Segment Open

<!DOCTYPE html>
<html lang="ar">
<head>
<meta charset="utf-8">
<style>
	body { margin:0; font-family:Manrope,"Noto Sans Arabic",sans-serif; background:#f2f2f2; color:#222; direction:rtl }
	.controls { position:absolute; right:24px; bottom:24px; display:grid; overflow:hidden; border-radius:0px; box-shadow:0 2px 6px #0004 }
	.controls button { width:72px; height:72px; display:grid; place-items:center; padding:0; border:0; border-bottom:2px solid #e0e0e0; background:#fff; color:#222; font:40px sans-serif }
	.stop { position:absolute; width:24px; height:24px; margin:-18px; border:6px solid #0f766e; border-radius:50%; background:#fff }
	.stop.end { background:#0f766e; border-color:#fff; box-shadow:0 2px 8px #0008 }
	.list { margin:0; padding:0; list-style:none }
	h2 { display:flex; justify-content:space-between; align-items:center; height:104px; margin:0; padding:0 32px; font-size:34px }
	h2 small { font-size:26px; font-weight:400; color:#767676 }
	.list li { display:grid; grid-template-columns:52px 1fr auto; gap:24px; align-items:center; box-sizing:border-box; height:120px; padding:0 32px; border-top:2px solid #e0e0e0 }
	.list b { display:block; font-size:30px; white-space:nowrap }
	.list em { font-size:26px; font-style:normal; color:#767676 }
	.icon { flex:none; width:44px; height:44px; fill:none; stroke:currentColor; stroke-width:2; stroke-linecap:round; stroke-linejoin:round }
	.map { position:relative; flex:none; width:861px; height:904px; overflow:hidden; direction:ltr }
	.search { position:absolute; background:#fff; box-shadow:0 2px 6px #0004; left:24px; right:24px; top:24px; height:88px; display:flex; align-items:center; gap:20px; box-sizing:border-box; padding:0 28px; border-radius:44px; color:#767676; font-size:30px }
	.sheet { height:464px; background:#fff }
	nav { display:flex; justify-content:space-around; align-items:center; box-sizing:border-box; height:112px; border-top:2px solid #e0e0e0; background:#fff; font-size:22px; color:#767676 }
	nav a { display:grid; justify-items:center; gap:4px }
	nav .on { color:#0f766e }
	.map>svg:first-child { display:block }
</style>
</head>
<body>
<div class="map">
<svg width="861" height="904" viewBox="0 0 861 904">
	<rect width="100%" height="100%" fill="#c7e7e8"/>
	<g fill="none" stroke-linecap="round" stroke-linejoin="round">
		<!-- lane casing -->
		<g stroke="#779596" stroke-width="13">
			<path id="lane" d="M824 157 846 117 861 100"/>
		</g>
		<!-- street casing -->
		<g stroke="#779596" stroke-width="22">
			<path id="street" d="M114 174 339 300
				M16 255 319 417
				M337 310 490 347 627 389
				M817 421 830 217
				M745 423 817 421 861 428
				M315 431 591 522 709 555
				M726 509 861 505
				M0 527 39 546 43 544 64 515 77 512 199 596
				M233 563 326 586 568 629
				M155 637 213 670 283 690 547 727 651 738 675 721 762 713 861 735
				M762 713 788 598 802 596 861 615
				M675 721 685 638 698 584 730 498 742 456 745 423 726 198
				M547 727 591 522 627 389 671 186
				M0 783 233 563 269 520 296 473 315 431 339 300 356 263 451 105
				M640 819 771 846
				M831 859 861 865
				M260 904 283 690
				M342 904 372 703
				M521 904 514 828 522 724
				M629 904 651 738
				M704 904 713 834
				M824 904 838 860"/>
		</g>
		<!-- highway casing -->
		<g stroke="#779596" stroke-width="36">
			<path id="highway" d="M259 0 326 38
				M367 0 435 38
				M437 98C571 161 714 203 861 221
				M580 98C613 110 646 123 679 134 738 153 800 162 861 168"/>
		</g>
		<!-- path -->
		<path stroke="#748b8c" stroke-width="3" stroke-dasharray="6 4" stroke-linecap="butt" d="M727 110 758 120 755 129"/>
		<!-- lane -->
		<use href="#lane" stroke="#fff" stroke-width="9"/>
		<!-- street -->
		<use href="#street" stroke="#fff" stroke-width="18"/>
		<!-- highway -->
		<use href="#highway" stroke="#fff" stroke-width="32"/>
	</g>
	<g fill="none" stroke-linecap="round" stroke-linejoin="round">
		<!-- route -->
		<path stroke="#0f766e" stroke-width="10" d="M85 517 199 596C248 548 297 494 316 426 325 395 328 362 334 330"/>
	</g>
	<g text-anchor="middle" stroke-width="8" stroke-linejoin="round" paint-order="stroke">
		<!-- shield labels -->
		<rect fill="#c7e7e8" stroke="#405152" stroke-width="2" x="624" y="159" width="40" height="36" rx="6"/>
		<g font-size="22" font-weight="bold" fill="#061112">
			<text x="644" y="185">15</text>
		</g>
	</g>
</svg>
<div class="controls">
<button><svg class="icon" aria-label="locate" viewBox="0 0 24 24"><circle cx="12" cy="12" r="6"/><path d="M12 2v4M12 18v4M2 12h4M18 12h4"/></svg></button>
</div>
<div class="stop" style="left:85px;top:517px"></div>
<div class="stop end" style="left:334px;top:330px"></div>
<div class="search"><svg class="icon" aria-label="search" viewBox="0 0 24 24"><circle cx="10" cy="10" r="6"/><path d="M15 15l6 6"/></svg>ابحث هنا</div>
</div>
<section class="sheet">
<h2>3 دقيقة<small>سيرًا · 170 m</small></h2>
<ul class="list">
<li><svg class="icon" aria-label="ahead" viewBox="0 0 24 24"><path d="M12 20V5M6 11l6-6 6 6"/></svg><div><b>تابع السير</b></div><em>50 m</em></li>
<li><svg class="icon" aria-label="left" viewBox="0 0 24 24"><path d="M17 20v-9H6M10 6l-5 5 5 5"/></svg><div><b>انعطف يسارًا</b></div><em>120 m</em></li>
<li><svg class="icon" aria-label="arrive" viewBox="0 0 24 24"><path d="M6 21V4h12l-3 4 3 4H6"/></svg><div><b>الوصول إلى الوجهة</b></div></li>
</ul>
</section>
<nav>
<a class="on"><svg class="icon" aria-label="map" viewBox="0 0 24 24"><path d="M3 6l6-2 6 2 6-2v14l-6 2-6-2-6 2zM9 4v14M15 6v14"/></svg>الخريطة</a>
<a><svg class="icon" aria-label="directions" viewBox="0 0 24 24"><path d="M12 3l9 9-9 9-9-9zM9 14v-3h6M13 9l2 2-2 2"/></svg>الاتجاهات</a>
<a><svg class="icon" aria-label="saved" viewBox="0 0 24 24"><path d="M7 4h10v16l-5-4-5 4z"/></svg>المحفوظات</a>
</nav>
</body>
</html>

Segment Closed

**YOUR INSTRUCTIONS:** From the material above, retype precisely the lines between the line holding "display:block; font-size:30px; white-space:nowrap" and the line holding "M547 727 591 522 627 389 671 186", inclusive, and nothing beyond them.

**EXERCISE RESPONSE:**
	.list b { display:block; font-size:30px; white-space:nowrap }
	.list em { font-size:26px; font-style:normal; color:#767676 }
	.icon { flex:none; width:44px; height:44px; fill:none; stroke:currentColor; stroke-width:2; stroke-linecap:round; stroke-linejoin:round }
	.map { position:relative; flex:none; width:861px; height:904px; overflow:hidden; direction:ltr }
	.search { position:absolute; background:#fff; box-shadow:0 2px 6px #0004; left:24px; right:24px; top:24px; height:88px; display:flex; align-items:center; gap:20px; box-sizing:border-box; padding:0 28px; border-radius:44px; color:#767676; font-size:30px }
	.sheet { height:464px; background:#fff }
	nav { display:flex; justify-content:space-around; align-items:center; box-sizing:border-box; height:112px; border-top:2px solid #e0e0e0; background:#fff; font-size:22px; color:#767676 }
	nav a { display:grid; justify-items:center; gap:4px }
	nav .on { color:#0f766e }
	.map>svg:first-child { display:block }
</style>
</head>
<body>
<div class="map">
<svg width="861" height="904" viewBox="0 0 861 904">
	<rect width="100%" height="100%" fill="#c7e7e8"/>
	<g fill="none" stroke-linecap="round" stroke-linejoin="round">
		<!-- lane casing -->
		<g stroke="#779596" stroke-width="13">
			<path id="lane" d="M824 157 846 117 861 100"/>
		</g>
		<!-- street casing -->
		<g stroke="#779596" stroke-width="22">
			<path id="street" d="M114 174 339 300
				M16 255 319 417
				M337 310 490 347 627 389
				M817 421 830 217
				M745 423 817 421 861 428
				M315 431 591 522 709 555
				M726 509 861 505
				M0 527 39 546 43 544 64 515 77 512 199 596
				M233 563 326 586 568 629
				M155 637 213 670 283 690 547 727 651 738 675 721 762 713 861 735
				M762 713 788 598 802 596 861 615
				M675 721 685 638 698 584 730 498 742 456 745 423 726 198
				M547 727 591 522 627 389 671 186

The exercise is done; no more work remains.